Stored dataset items
BEGIN
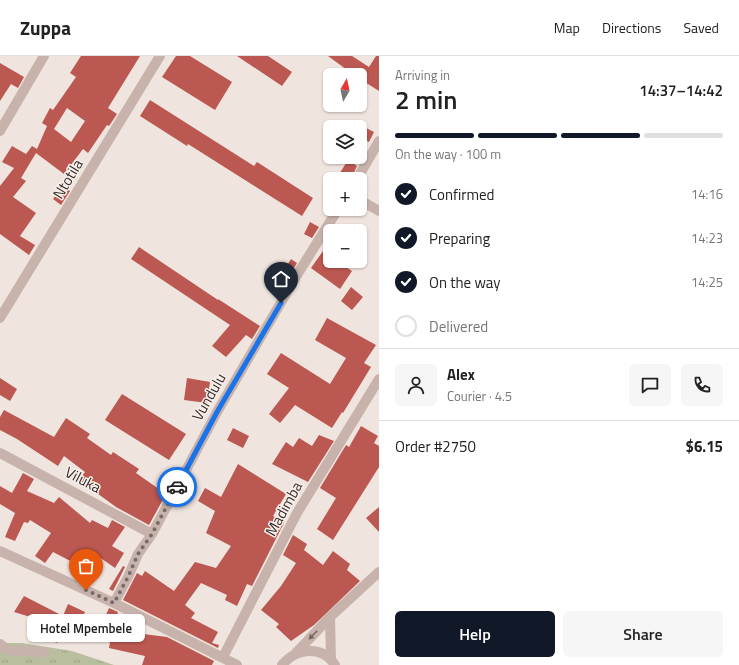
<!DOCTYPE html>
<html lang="en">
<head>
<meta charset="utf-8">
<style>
	body { margin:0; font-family:"Titillium Web",sans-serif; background:#f6f6f6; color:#222; height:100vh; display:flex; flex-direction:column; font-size:15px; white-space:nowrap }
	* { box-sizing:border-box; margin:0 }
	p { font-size:13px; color:#767676 }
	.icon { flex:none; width:22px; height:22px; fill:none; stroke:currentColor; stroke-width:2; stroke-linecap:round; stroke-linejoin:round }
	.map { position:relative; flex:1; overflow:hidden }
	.side { display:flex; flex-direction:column; background:#fff; width:360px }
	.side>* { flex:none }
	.needle { width:26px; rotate:9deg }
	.tools { position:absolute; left:323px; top:12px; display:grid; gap:8px }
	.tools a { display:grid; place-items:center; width:44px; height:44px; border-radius:6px; background:#fff; box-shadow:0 1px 3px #0004; font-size:20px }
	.pin { position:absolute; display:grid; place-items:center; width:34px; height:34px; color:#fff; margin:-41px -17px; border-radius:50% 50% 50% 0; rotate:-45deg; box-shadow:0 0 4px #0007 }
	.pin .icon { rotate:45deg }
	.courier { position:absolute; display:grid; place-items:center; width:40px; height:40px; margin:-20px; border:3px solid #1a73e8; border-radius:50%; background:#fff; color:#222; box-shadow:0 1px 5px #0007 }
	.bubble { position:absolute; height:28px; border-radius:6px; background:#fff; box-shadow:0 1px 3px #0004; font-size:13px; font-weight:600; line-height:28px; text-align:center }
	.overview em { font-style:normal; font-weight:600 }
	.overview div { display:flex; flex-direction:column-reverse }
	.overview { display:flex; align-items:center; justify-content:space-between; height:68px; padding:0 16px }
	h1 { font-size:26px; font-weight:600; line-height:30px }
	.bar { display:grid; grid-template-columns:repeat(4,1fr); gap:6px 4px; align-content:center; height:48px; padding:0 16px }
	.bar i { height:5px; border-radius:3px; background:#e0e0e0 }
	.bar .selected { background:#111827 }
	.bar p { grid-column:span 4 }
	.line { display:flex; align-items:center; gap:10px; padding:0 16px; border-top:1px solid #e0e0e0 }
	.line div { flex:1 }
	.round { display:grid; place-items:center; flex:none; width:42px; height:42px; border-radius:6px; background:#f6f6f6 }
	ol { padding:0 16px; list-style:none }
	li { display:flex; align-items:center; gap:12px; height:44px }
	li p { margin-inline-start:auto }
	li .icon { padding:4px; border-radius:50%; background:#111827; color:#fff; stroke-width:4 }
	li:last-child { color:#767676 }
	li i { width:22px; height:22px; border:2px solid #e0e0e0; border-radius:50% }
	.button { display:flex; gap:8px; margin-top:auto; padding:8px 16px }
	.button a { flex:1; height:46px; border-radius:6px; background:#111827; color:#fff; font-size:16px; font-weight:600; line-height:46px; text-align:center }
	.button a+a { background:#f6f6f6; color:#222 }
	header { display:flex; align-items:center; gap:24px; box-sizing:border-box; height:56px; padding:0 20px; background:#fff; border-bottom:1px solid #e0e0e0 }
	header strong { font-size:19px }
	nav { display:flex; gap:22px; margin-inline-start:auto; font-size:14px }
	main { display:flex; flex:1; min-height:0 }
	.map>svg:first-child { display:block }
	.grass { fill:url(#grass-tufts) }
	.building { fill:#bb5851; fill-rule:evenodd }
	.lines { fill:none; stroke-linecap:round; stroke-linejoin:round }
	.minor { stroke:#c7b3ab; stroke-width:10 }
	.tertiary { stroke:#c7b3ab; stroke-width:10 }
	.oneway { fill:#776864 }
	.done { stroke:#766c68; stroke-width:4; stroke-dasharray:0 7.2 }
	.route { stroke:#1a73e8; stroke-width:5 }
	.labels { text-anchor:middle; stroke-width:3; stroke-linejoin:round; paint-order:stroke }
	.street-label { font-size:15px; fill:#352b29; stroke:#f8efea }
</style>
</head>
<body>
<header>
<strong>Zuppa</strong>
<nav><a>Map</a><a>Directions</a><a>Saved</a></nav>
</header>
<main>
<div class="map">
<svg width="379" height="609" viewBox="0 0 379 609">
	<defs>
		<pattern id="grass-tufts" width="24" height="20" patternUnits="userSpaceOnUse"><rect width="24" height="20" fill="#b9be9f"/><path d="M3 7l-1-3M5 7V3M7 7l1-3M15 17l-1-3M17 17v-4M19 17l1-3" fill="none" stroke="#a0a389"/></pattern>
	</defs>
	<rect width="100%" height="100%" fill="#f0e4de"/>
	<!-- grass -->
	<path class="grass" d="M 0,587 L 22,587 L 72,595 L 114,609 L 0,609 Z"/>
	<!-- building -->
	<path class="building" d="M 81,0 L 140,0 L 108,52 L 117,58 L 109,70 L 107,69 L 88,97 L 83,93 L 64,118 L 36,97 L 21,122 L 26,125 L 13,141 L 36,157 L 20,180 L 35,189 L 29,199 L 0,178 L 0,130 L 14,112 L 2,106 L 12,90 L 26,98 L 32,90 L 37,93 L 47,70 L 42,67 L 50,52 L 53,54 L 76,21 L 70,17 ZM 67,52 L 85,65 L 71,86 L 54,73 Z
		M 176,0 L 190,0 L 232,26 L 215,54 L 162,21 Z
		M 237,0 L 268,0 L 292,16 L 282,30 Z
		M 328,0 L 352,0 L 369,11 L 376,0 L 379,0 L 379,35 L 360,23 L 360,19 L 354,19 Z
		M 0,7 L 24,21 L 18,32 L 11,28 L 0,45 Z
		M 150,44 L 254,110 L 257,106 L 313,142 L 302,160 L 188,88 L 187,90 L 140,60 Z
		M 364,71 L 374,76 L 369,86 L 360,81 L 360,78 Z
		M 348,104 L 357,110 L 351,123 L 336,123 Z
		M 63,130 L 70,135 L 61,149 L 53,143 Z
		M 310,166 L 319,171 L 312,182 L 304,178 Z
		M 139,191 L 218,244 L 218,243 L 260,270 L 252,283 L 246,279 L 226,301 L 212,290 L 230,269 L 131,203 Z
		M 323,195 L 330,200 L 330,205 L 337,205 L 352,215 L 340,233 L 311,212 Z
		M 291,203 L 297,207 L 279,236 L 273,232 Z
		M 351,231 L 363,241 L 352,254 L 341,245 Z
		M 327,262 L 376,289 L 364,307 L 371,311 L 343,357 L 342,356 L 332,372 L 295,349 L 280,367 L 269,358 L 289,332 L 267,318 L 281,297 L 330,328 L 346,302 L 315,284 Z
		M 0,322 L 17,333 L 10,345 L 0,339 Z
		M 187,322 L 210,326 L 207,347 L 184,344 Z
		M 122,338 L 186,378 L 169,404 L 105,364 Z
		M 4,354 L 54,381 L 66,362 L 90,378 L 87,382 L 111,399 L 113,396 L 139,413 L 136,417 L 166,438 L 149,469 L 116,451 L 79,424 L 85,416 L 64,400 L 58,410 L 17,383 L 0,374 L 0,361 Z
		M 361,370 L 378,380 L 374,387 L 379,390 L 379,411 L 333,484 L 317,473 L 336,442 L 320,432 L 346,389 L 349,391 Z
		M 233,372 L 249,380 L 243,392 L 227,384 Z
		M 319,379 L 334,385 L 308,426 L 272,408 L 286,386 L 293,391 L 299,382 L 312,390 Z
		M 238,408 L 286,438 L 273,460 L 284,467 L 252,530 L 247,528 L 237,550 L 225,544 L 227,539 L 201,527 L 185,549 L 195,557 L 191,562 L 218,576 L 212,587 L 219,589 L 218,592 L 123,544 L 137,517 L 142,520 L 145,515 L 174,535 L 195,506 L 216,512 L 231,490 L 206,477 L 215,455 L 198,445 L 205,432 L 221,441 Z
		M 23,417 L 34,423 L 27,435 L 54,447 L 59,441 L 90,467 L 92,464 L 108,472 L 112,464 L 125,471 L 112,490 L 124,497 L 115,512 L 89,494 L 80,510 L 53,496 L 45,507 L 35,500 L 51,477 L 30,464 L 28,467 L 24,466 L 15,485 L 5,481 L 15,457 L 0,448 L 0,430 L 12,437 Z
		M 379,451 L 379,476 L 366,462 Z
		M 293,479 L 307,488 L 304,494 L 323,509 L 333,495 L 350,508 L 347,514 L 360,525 L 314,569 L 291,585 L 276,571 L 279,568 L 261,554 L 281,530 L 296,507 L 283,499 Z
		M 123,510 L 125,511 L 113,535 L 109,533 Z
		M 24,540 L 63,560 L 68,548 L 85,556 L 79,569 L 69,564 L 57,587 L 40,579 L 47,566 L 14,556 Z
		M 109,552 L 118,556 L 111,574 L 101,570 Z
		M 112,574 L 167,581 L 214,605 L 212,609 L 142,609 L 145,600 L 109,592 Z"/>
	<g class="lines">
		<!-- minor -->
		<path class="minor" d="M 0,75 L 44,0
			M 357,123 L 379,85
			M 360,144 L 379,155
			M 0,262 L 160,0
			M 0,397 L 152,478
			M 0,495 L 114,547 L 237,609
			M 114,547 L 128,521 L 138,498 L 152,478 L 217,356 L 297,219 L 338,153
			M 0,588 L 8,594 L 44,596
			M 223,601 L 297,457 L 379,323"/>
		<!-- tertiary -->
		<path class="tertiary" d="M 330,561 L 331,603
			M 295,598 L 330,561 L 379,516
			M 282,609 C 296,592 322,589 335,609"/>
	</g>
	<!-- one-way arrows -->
	<defs><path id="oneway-solid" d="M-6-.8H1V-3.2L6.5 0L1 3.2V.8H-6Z"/></defs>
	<use class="oneway" href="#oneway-solid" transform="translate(313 579) rotate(134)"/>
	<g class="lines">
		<!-- done -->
		<path class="done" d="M 86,534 L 114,547 L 128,521 L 138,498 L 152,478 L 177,431"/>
		<!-- route -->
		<path class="route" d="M 177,431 L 217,356 L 281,247"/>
	</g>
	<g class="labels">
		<!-- street labels -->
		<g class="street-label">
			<text transform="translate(68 123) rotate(-59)" y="5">Ntotila</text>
			<text transform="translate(209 341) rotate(-60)" y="5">Vundulu</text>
			<text transform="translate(83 424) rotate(28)" y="5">Viluka</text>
			<text transform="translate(284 453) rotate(-61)" y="5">Madimba</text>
		</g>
	</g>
</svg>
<div class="tools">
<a><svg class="needle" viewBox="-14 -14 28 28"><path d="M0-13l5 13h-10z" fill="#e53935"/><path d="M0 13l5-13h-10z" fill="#767676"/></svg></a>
<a><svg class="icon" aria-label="layers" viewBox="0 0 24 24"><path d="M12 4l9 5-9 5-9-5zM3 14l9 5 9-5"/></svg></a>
<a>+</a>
<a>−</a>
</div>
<div class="pin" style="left:86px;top:534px;background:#ea580c"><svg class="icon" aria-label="bag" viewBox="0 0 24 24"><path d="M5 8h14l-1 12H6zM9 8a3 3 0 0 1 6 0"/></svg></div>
<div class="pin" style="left:281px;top:247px;background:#1f2937"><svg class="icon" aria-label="home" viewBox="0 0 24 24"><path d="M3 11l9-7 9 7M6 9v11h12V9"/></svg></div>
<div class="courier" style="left:177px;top:431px"><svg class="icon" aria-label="car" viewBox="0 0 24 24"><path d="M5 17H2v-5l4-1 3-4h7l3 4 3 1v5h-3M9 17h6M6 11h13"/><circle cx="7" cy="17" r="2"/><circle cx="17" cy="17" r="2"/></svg></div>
<div class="bubble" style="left:27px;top:558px;width:118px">Hotel Mpembele</div>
</div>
<section class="side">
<div class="overview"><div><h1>2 min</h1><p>Arriving in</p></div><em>14:37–14:42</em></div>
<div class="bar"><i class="selected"></i><i class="selected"></i><i class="selected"></i><i></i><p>On the way · 100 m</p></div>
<ol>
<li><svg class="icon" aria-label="check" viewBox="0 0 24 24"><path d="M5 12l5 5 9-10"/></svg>Confirmed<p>14:16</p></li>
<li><svg class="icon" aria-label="check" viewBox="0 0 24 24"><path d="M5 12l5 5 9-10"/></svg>Preparing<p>14:23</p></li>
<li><svg class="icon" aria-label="check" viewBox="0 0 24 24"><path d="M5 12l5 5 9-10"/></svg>On the way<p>14:25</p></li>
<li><i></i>Delivered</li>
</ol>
<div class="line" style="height:72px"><a class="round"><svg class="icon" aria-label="person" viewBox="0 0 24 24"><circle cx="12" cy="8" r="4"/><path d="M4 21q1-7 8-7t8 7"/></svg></a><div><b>Alex</b><p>Courier · 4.5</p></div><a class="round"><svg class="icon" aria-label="chat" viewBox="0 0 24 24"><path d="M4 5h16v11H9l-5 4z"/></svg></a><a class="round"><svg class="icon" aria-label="phone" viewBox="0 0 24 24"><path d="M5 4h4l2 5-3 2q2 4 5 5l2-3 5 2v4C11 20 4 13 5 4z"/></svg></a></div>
<div class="line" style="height:52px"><div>Order #2750</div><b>$6.15</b></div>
<div class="button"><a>Help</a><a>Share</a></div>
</section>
</main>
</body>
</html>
END
Set down, exactly as they stand above, the lines starting with the line with "<strong>Zuppa</strong>" and going on through the line with "M 0,7 L 24,21 L 18,32 L 11,28 L 0,45 Z", and no others.

Solved problem
<strong>Zuppa</strong>
<nav><a>Map</a><a>Directions</a><a>Saved</a></nav>
</header>
<main>
<div class="map">
<svg width="379" height="609" viewBox="0 0 379 609">
	<defs>
		<pattern id="grass-tufts" width="24" height="20" patternUnits="userSpaceOnUse"><rect width="24" height="20" fill="#b9be9f"/><path d="M3 7l-1-3M5 7V3M7 7l1-3M15 17l-1-3M17 17v-4M19 17l1-3" fill="none" stroke="#a0a389"/></pattern>
	</defs>
	<rect width="100%" height="100%" fill="#f0e4de"/>
	<!-- grass -->
	<path class="grass" d="M 0,587 L 22,587 L 72,595 L 114,609 L 0,609 Z"/>
	<!-- building -->
	<path class="building" d="M 81,0 L 140,0 L 108,52 L 117,58 L 109,70 L 107,69 L 88,97 L 83,93 L 64,118 L 36,97 L 21,122 L 26,125 L 13,141 L 36,157 L 20,180 L 35,189 L 29,199 L 0,178 L 0,130 L 14,112 L 2,106 L 12,90 L 26,98 L 32,90 L 37,93 L 47,70 L 42,67 L 50,52 L 53,54 L 76,21 L 70,17 ZM 67,52 L 85,65 L 71,86 L 54,73 Z
		M 176,0 L 190,0 L 232,26 L 215,54 L 162,21 Z
		M 237,0 L 268,0 L 292,16 L 282,30 Z
		M 328,0 L 352,0 L 369,11 L 376,0 L 379,0 L 379,35 L 360,23 L 360,19 L 354,19 Z
		M 0,7 L 24,21 L 18,32 L 11,28 L 0,45 Z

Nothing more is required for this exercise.